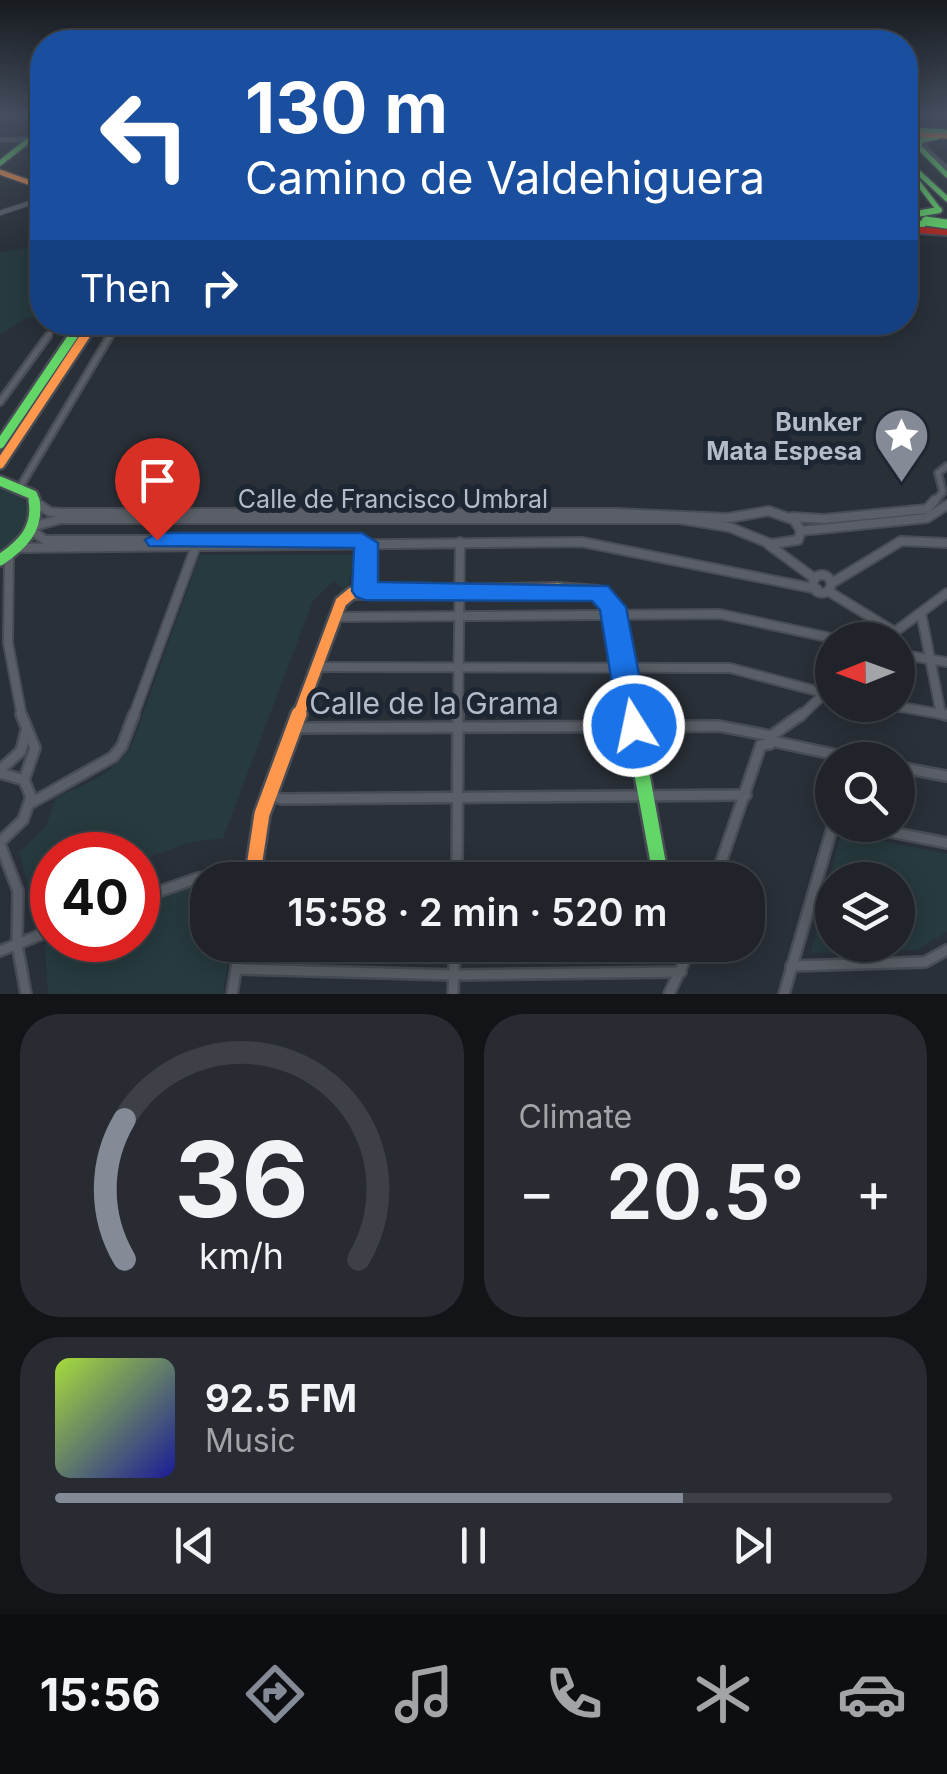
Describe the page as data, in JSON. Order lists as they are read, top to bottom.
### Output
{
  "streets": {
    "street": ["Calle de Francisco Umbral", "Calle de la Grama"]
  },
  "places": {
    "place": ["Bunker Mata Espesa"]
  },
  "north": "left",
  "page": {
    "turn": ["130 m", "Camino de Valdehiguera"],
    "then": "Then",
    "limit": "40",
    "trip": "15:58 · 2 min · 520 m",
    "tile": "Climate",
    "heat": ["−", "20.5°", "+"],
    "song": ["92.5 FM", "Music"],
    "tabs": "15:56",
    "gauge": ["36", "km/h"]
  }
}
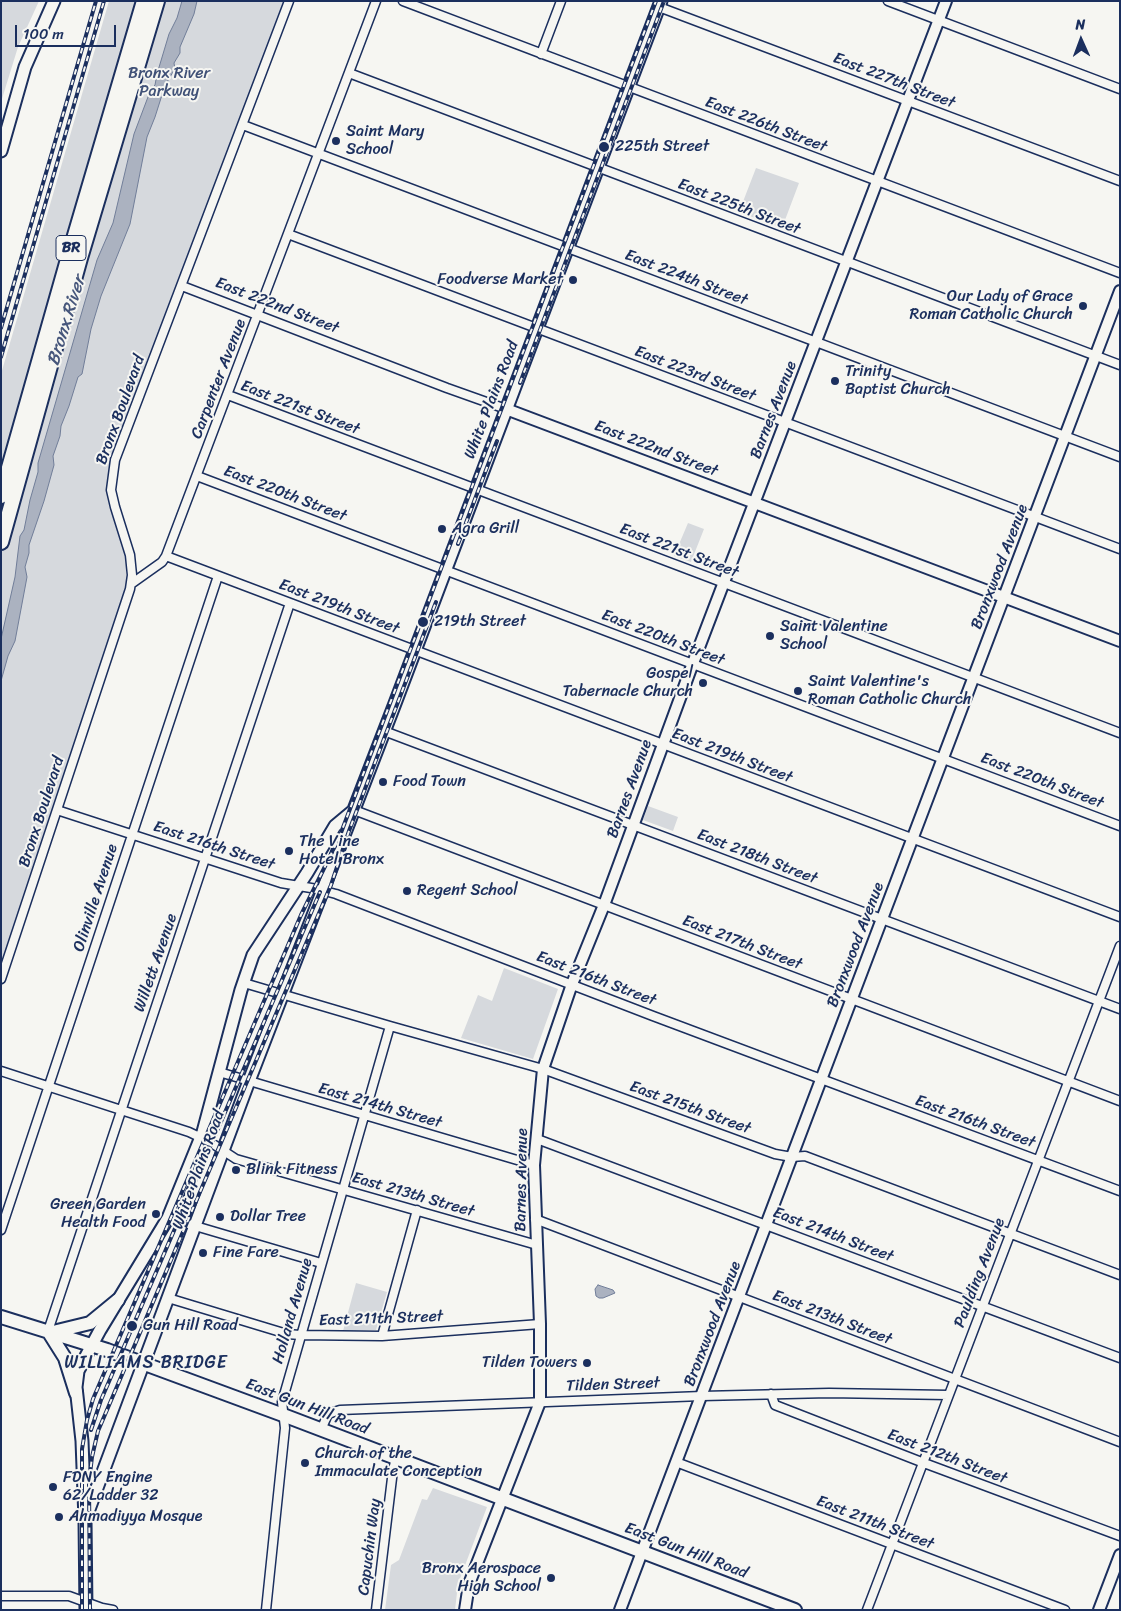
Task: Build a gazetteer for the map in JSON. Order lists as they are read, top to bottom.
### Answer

---

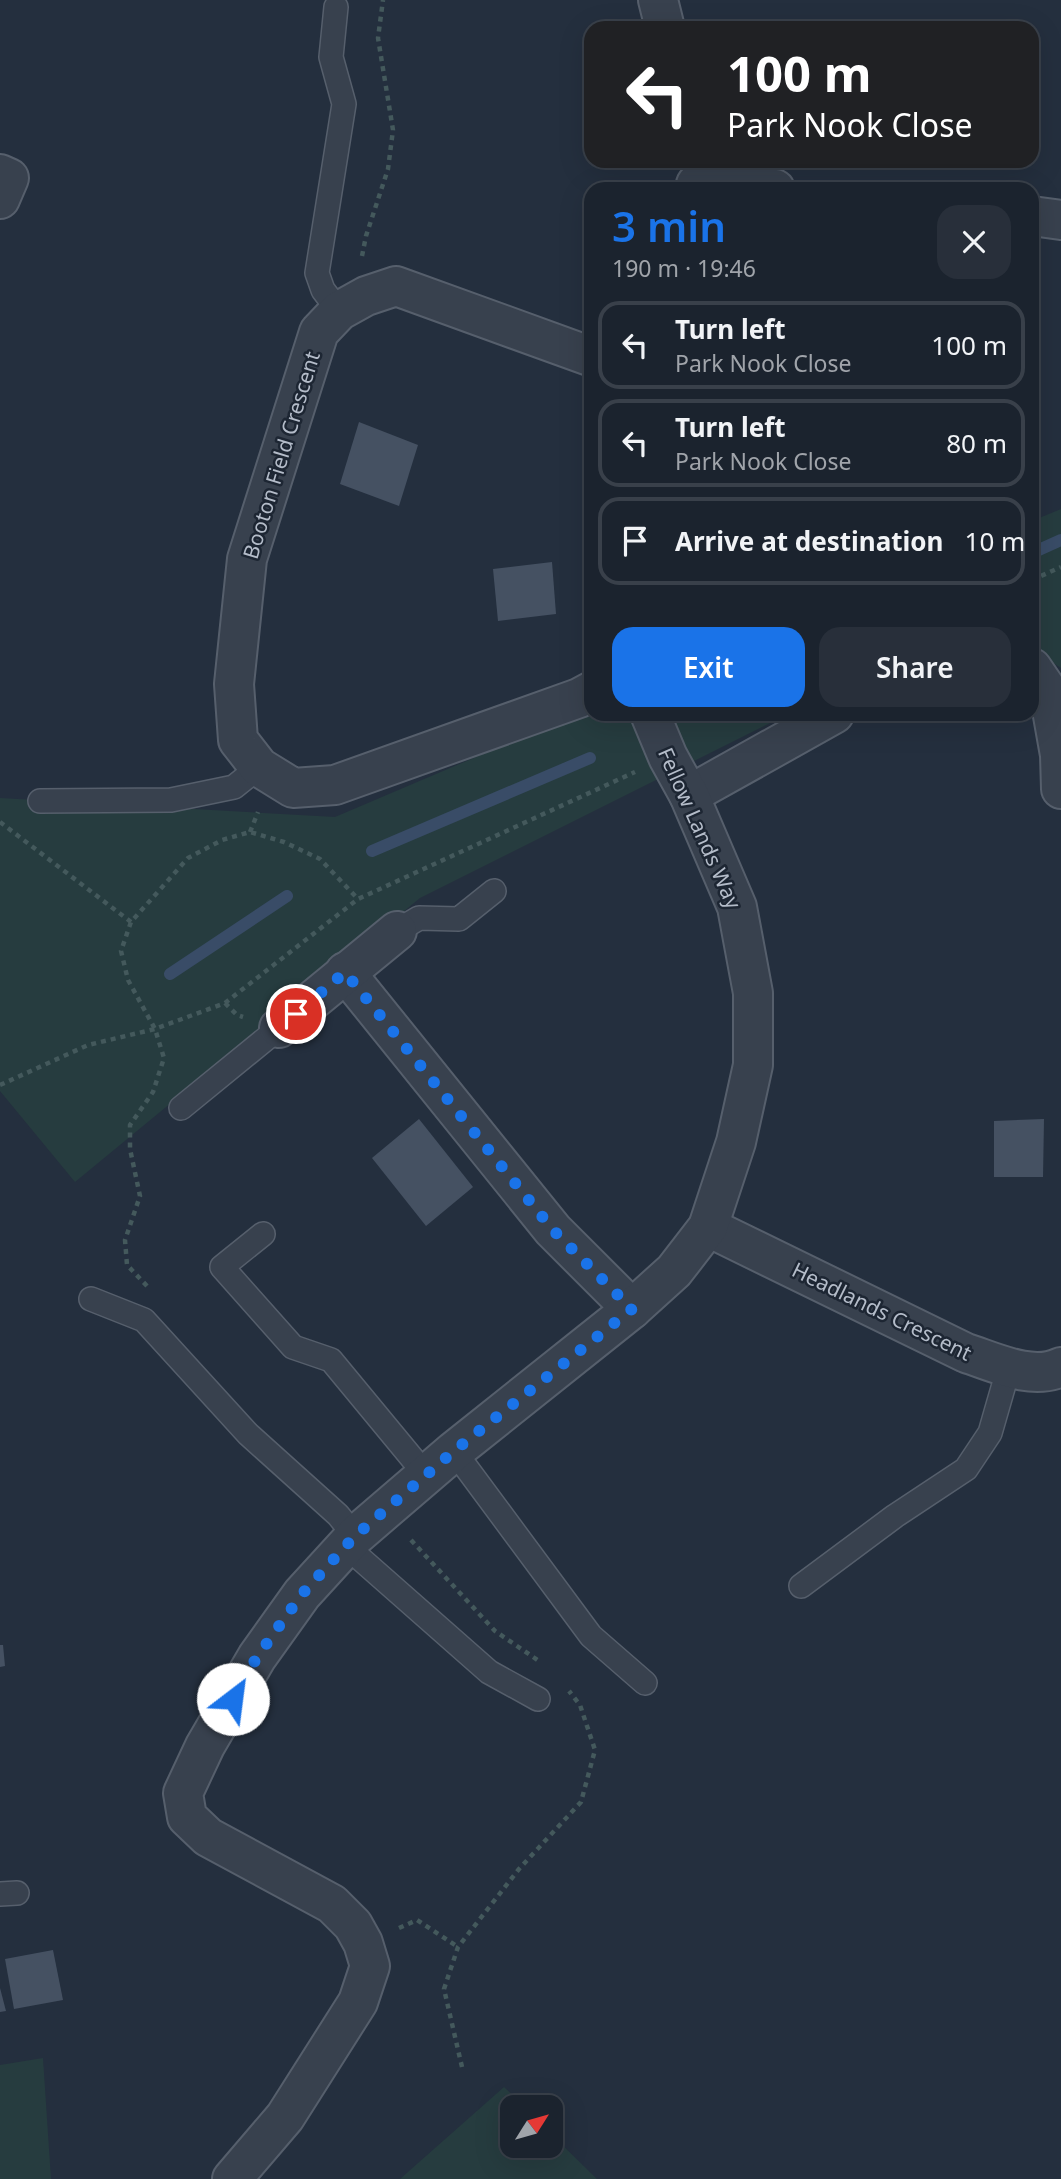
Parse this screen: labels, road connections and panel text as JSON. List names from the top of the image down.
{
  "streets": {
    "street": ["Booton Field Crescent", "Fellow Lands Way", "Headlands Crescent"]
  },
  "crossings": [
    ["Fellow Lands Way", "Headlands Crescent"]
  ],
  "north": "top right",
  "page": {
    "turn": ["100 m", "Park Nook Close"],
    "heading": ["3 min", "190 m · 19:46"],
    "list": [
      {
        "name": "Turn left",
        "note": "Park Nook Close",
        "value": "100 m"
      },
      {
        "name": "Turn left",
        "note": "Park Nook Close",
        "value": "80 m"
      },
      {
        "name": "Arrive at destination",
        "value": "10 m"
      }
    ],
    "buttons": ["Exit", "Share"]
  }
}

* To do: Among the records above, find each line holding "lists" and list it.

* Solution to this exercise:
Describe the page as data, in JSON. Order lists as they are read, top to bottom.
Task: Build a gazetteer for the map in JSON. Order lists as they are read, top to bottom.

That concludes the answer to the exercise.